Mr. Chairperson: Clause 3–pass; Clauses 4 to 8–pass; Clauses 9 to12–pass; Clauses 13 to 16–pass; Clauses 17 to 19–pass; title–pass; preamble–pass. Bill be reported.

 

Bill 23–The Order of Manitoba Act

 

Mr. Chairperson: The title and preamble will be set aside as normal. Clauses 1 to 3–pass; Clauses 1 to 7–pass; Clause 8(1).

 

Mr. Dave Chomiak (Kildonan): Mr. Chairperson, I just have a question on this. I note that in Clause 7, there is a privilege attached to this particular–

 

Mr. Chairperson: Is it the will of the committee to revert to Clause 7? [agreed]

 

Mr. Chomiak: Thank you, Mr. Chairperson, and I thank the committee for their co-operation. I notice that under Section 7 of the act there is a privilege attached which allows an individual to use the initials O.M. after their name. Is that a new provision with respect to the predecessor, the Order of the Buffalo Hunt, and other designations? What in fact is both the authority and the precedent in history of a provincial government conferring that kind of a privilege on its citizens?

 

Hon. Eric Stefanson (Minister of Health): Mr. Chairman, that is a good question. This is a new provision, and it is consistent with what we find both at the federal level and with other provincial orders. I think, as the member probably knows, an officer of the Order of Canada can use the letters "O.C." Other provincial orders have similar provisions, Saskatchewan Order of Merit, S.O.M.; Order of Ontario, O.Ont., and so on. So the provision to be eligible to be nominated to receive this order and to be designated in such a way to use the initials O.M. is very consistent with both federal and provincial orders of a similar nature.

 

Mr. Chairperson: I am going to just ask a few of the members whether they want their voices recorded. I am having great difficulty hearing Mr. Downey at the far end. If you want to continue your meeting, you might want to just consider moving to the side a wee bit. Thank you, Mr. Laurendeau.

 

Mr. Chomiak: I am curious as to whether or not, and this has been raised by several individuals in our component of caucus research that deals with these matters, and that is the issue, the designation actually of the initial O.M., (a) has it been searched in terms of whether or not it conflicts with other designations and heralded precedence, the well-reasoned and educated member for Wellington (Ms. Barrett) informs me, as well as other orders and other bodies? In fact I note that the minister mentioned in his previous response the Saskatchewan equivalent is the S.O.M. It may very well be that this might run into conflict with other orders and designations. So I am wondering if a search has been conducted and if that matter has been reviewed.

 

Mr. Stefanson: There certainly has been an extensive review of the issue that the member for Kildonan raised. He probably is familiar that there is an Order of Merit which is a British decoration.
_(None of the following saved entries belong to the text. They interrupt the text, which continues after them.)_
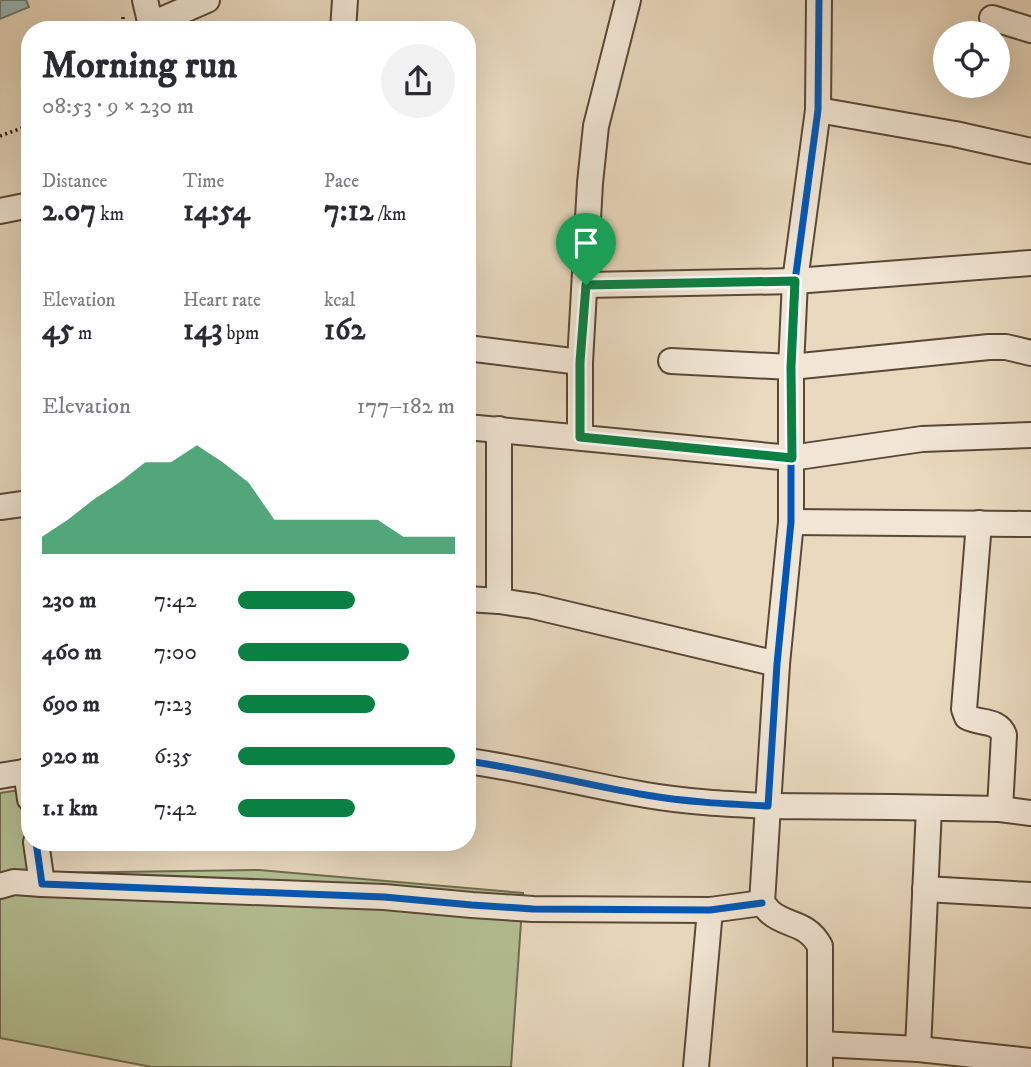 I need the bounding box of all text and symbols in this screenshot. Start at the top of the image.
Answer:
map controls [933,21,1010,98]
button: locate [933,21,1010,98]
text: Morning run [42,42,237,90]
button: share [381,44,455,118]
text: 08:53 · 9 × 230 m [42,92,194,121]
text: Distance [42,170,107,193]
text: Time [183,170,224,193]
text: Pace [324,170,359,193]
text: 2.07 [42,193,96,230]
text: 14:54 [183,193,250,230]
text: 7:12 [324,193,373,230]
text: km [96,203,124,226]
text: /km [373,203,406,226]
pin [556,213,616,285]
icon: arrive [567,224,605,262]
text: Elevation [42,289,116,312]
text: Heart rate [183,289,261,312]
text: kcal [324,289,355,312]
text: 45 [42,312,74,349]
text: 143 [183,312,222,349]
text: 162 [324,312,365,349]
text: m [74,322,92,345]
text: bpm [222,322,259,345]
text: Elevation [42,392,131,421]
text: 177–182 m [357,392,455,421]
text: 230 m [42,586,96,615]
text: 7:42 [154,586,197,615]
text: 460 m [42,638,102,667]
text: 7:00 [154,638,197,667]
text: 690 m [42,690,100,719]
text: 7:23 [154,690,192,719]
text: 920 m [42,742,99,771]
text: 6:35 [154,742,192,771]
text: 1.1 km [42,794,98,823]
text: 7:42 [154,794,197,823] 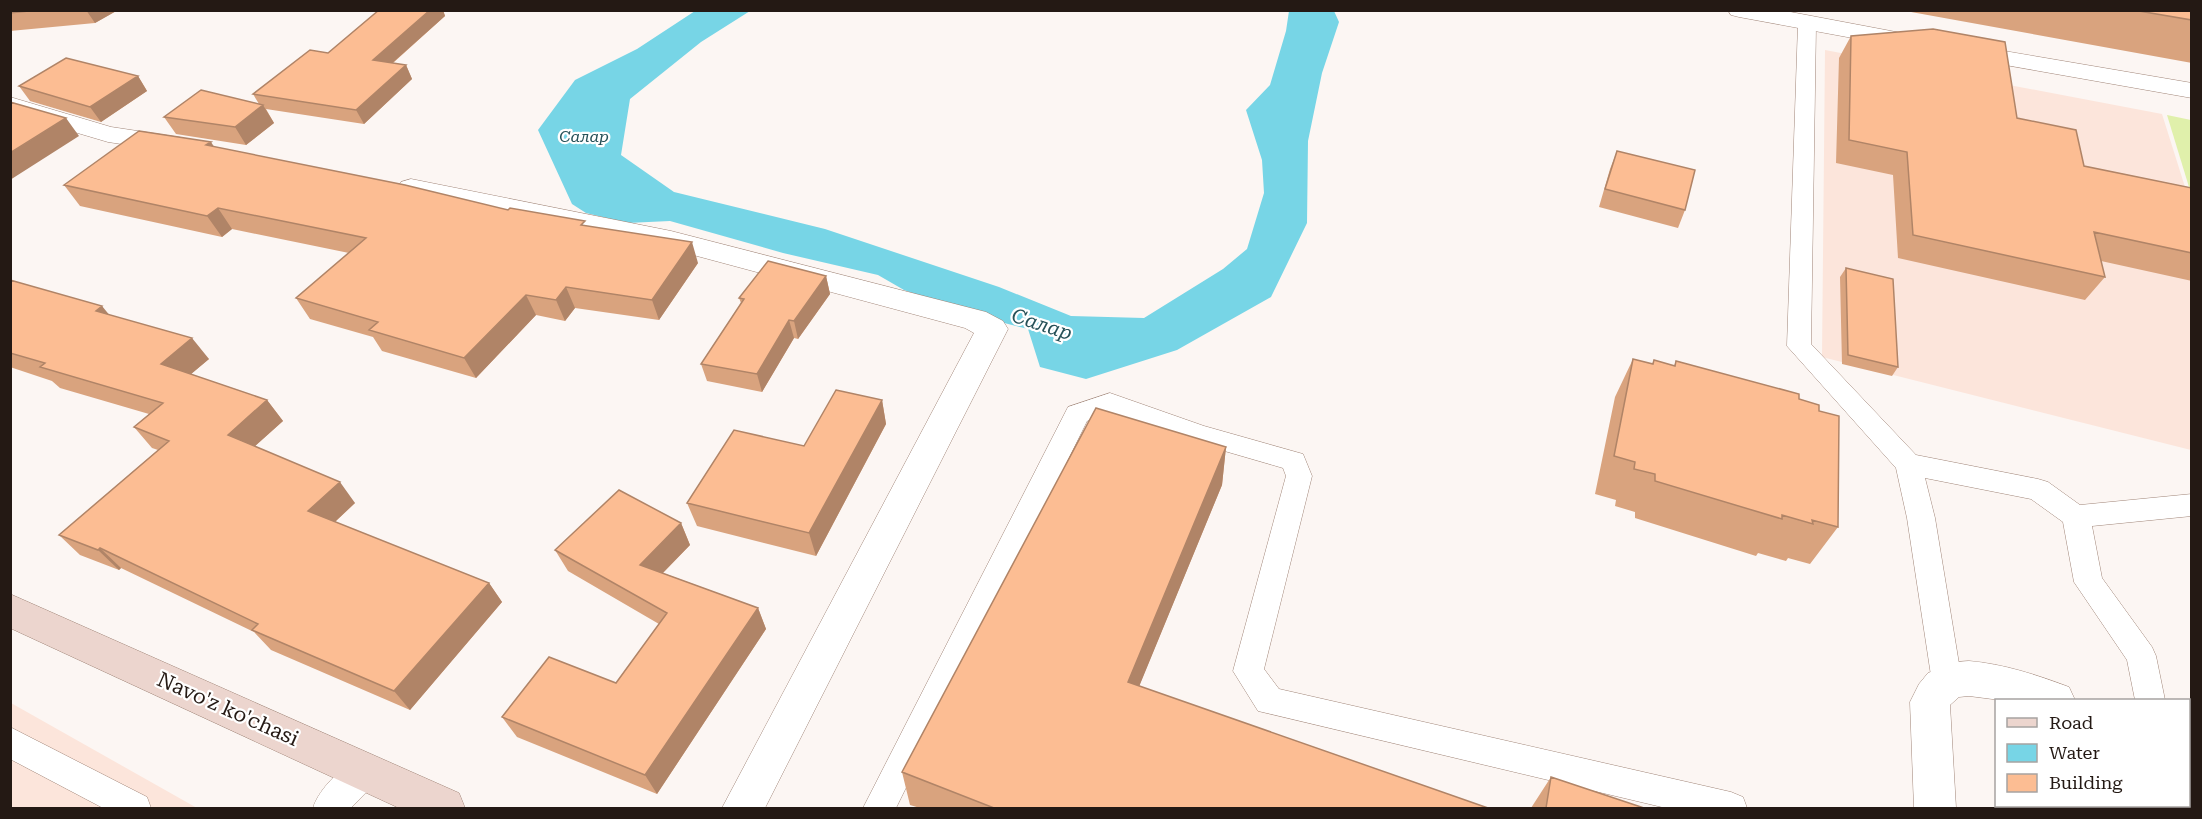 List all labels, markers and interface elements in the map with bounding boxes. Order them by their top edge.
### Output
water label: Салар [559,127,609,146]
water label: Салар [1009,303,1075,345]
street label: Navo'z ko'chasi [154,667,303,751]
legend [1995,699,2190,807]
text: Road [2049,712,2094,733]
text: Water [2049,742,2100,763]
text: Building [2049,772,2123,793]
Again, it has been determined that there is no conflict whatsoever with that designation, that both would be appropriate.

 

Mr. Chomiak: I just go back to the issue that I raised in my initial question with respect to the extending of this sort of privilege for the designation. What is the policy reason behind this particular move? I am not questioning the providing of the Order of Manitoba. It is a continuation of a tradition that had been other orders, but the use of the initials after the name, what is the policy reason behind that?

 

Mr. Stefanson: I think, for the benefit of the member, when the bill was introduced, he is aware that this bill establishes in legislation an order of comparable intent to the Order of Canada and the six other provincial orders. I referred specifically to the province of Saskatchewan.

 

The objective of the Order of Manitoba is to recognize, through the establishment of a formal honour, individuals who have demonstrated excellence and achievement in any field of endeavour benefiting in an outstanding manner the social, cultural or economic well-being of Manitoba and its residents. With the establishment of the Order of Manitoba, we are joining these six other provinces who have moved to formalize the recognition that they now give to their citizens. The Order of Manitoba will be in the official list of Canadian honours. So it is for all of those reasons that the designation would be appropriate.

 

Mr. Chomiak: I am not disputing the minister's comments about the policies; I am referring to the specific use of designating letters after an individual's name. Can the minister outline what precedents exist for the provincial government to do that in other areas? I am aware of the provision of Q.C. titles. Are there any other areas where the province designates a particular privileged, quote, the act, to individuals?

 

Mr. Stefanson: Other than the one that the member referred to, the Q.C. appointments, I am not aware of any other area where initials are designated, but I will certainly undertake to look into that and provide further information for the member if there are any other designations from the provincial government.

 

Ms. Becky Barrett (Wellington): A two-part question. Does this replace the Order of the Buffalo Hunt? If it does not, what is the distinction between the two orders then? Is there a certain criteria or certain actions or events that would be more appropriately the Order of the Buffalo Hunt versus the Order of Manitoba? Can the minister explain how the determination would be made as to which order would be received by an individual?

 

* (1140)

 

Mr. Stefanson: The answer to the first part of the question is the Order of the Buffalo Hunt will be maintained, and it will continue to be utilized in areas like honouring individuals from outside of the province of Manitoba for contributions affecting the province of Manitoba, also to honour achievements of individuals and/or teams in areas like sports and other areas where they are more related to events or activities as opposed to the object of this order, which, as I read into the record and is again in Section 3 of this bill, is to recognize individuals who have demonstrated excellence and achievement in any field of endeavour benefiting in an outstanding manner the social, cultural or economic well-being of Manitoba and its residents.

 

So we will continue with the Order of the Buffalo Hunt, which was established, by the way, back in 1957.

 

Mr. Kevin Lamoureux (Inkster): I just wanted to make a note actually with this particular order, the independence of signing this order in the sense that you have the Chief Justice of Manitoba, the Clerk of the Executive Council and the president of one of the three universities, which I think is somewhat unique as other provinces have also been adopting their own respective orders and feel that it is something that is warranted, and we very much support the bill.

 

Mr. Stefanson: I think the member for Inkster has jumped up to Section 12, which I also have an amendment for and which we will be getting to shortly.

 

Mr. Chomiak: Mr. Chairperson, can the minister indicate whether or not a symbol or a particular designation or pin and process has been established for individuals who receive the Order of Manitoba?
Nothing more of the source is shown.